Essential Responsibilities
Core Responsibilities:
- Pursues effective relationships with others by proactively providing resources, information, advice, and expertise with coworkers and members. Listens to, seeks, and addresses performance feedback; provides mentoring to team members. Pursues self-development; creates plans and takes action to capitalize on strengths and develop weaknesses; influences others through technical explanations and examples. Adapts to and learns from change, challenges, and feedback; demonstrates flexibility in approaches to work; helps others adapt to new tasks and processes. Supports and responds to the needs of others to support a business outcome.
- Completes work assignments autonomously by applying up-to-date expertise in subject area to generate creative solutions; ensures all procedures and policies are followed; leverages an understanding of data and resources to support projects or initiatives. Collaborates crossfunctionally to solve business problems; escalates issues or risks as appropriate; communicates progress and information. Supports, identifies, and monitors priorities, deadlines, and expectations. Identifies, speaks up, and implements ways to address improvement opportunities for team
Specific Job Duties:
- Develops detailed problem statements outlining hypotheses and their effect on target clients/customers by defining scope, objectives, outcome statements and metrics.
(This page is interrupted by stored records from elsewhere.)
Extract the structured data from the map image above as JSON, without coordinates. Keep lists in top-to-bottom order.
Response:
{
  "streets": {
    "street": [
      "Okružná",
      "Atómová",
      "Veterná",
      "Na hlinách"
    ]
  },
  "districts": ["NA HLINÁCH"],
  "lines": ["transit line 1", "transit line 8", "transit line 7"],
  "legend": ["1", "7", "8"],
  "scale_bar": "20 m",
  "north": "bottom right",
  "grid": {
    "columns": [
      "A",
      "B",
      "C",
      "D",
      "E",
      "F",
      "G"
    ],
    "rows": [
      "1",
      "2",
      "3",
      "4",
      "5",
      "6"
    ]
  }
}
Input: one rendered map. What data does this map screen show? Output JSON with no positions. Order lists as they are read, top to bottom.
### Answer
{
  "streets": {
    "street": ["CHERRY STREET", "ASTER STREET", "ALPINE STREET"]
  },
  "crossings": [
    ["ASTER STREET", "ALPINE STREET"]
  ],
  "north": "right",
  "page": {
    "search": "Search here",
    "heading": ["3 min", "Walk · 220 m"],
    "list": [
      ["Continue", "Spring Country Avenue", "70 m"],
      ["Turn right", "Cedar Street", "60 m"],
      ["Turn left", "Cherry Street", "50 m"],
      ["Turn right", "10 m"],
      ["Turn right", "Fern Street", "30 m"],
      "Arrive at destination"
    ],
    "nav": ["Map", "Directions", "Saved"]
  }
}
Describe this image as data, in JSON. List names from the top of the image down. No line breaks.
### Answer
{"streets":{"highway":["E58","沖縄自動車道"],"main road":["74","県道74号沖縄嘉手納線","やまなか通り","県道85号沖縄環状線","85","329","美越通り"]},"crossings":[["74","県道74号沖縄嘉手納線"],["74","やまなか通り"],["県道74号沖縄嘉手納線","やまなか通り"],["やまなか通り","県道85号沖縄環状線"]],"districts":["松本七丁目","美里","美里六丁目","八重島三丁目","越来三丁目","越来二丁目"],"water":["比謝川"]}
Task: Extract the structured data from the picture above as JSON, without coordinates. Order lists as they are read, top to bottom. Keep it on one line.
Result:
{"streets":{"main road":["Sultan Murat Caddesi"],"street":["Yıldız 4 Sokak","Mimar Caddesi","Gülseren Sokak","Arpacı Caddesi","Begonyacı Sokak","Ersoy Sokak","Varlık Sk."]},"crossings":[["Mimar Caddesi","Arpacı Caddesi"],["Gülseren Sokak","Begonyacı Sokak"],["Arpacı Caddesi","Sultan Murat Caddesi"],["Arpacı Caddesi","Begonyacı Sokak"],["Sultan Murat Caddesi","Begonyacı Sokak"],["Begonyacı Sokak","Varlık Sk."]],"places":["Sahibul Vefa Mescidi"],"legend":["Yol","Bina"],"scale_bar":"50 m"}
- Participates in the design and development of data pipelines and automation for data acquisition and ingestion of raw data from multiple data sources and data formats under the guidance of more senior data scientists by transforming, cleansing, and storing data for consumption by downstream processes; writing and optimizing diverse SQL queries; and demonstrating a working knowledge of database fundamentals.
- Analyzes and investigates data sets and summarizes key characteristics by employing data visualization methods; and determining how best to manipulate data sources to discover patterns, spot anomalies, test hypotheses, and/or check assumptions.
- Selects, manipulates, and transforms data into features used in machine learning algorithms by leveraging techniques to conduct dimensionality reduction, feature importance, and feature selection.
- Trains statistical models under the guidance of more senior data scientists by using algorithms and data mining techniques; testing models with various algorithms to assess the input dataset and related features; and applying techniques to prevent overfitting such as cross-validation.
- Deploys and maintains reliable and efficient models through production.
- Verifies model performance by demonstrating a working knowledge of a variety of model validation techniques to assess and discriminate the goodness of model fit; and leveraging feedback and output to manage and strengthen model performance.
- Works with internal and external stakeholders across domains to develop and deliver statistical driven outcomes by delivering insights and values from heterogeneous data to investigate problems for multiple use cases; driving informed decision-making; and presenting findings to both technical and non-technical audiences.
Minimum Qualifications
- Minimum two (2) years experience working with Exploratory Data Analysis (EDA) and visualization methods.
- Minimum one (1) year machine learning and/or algorithmic experience.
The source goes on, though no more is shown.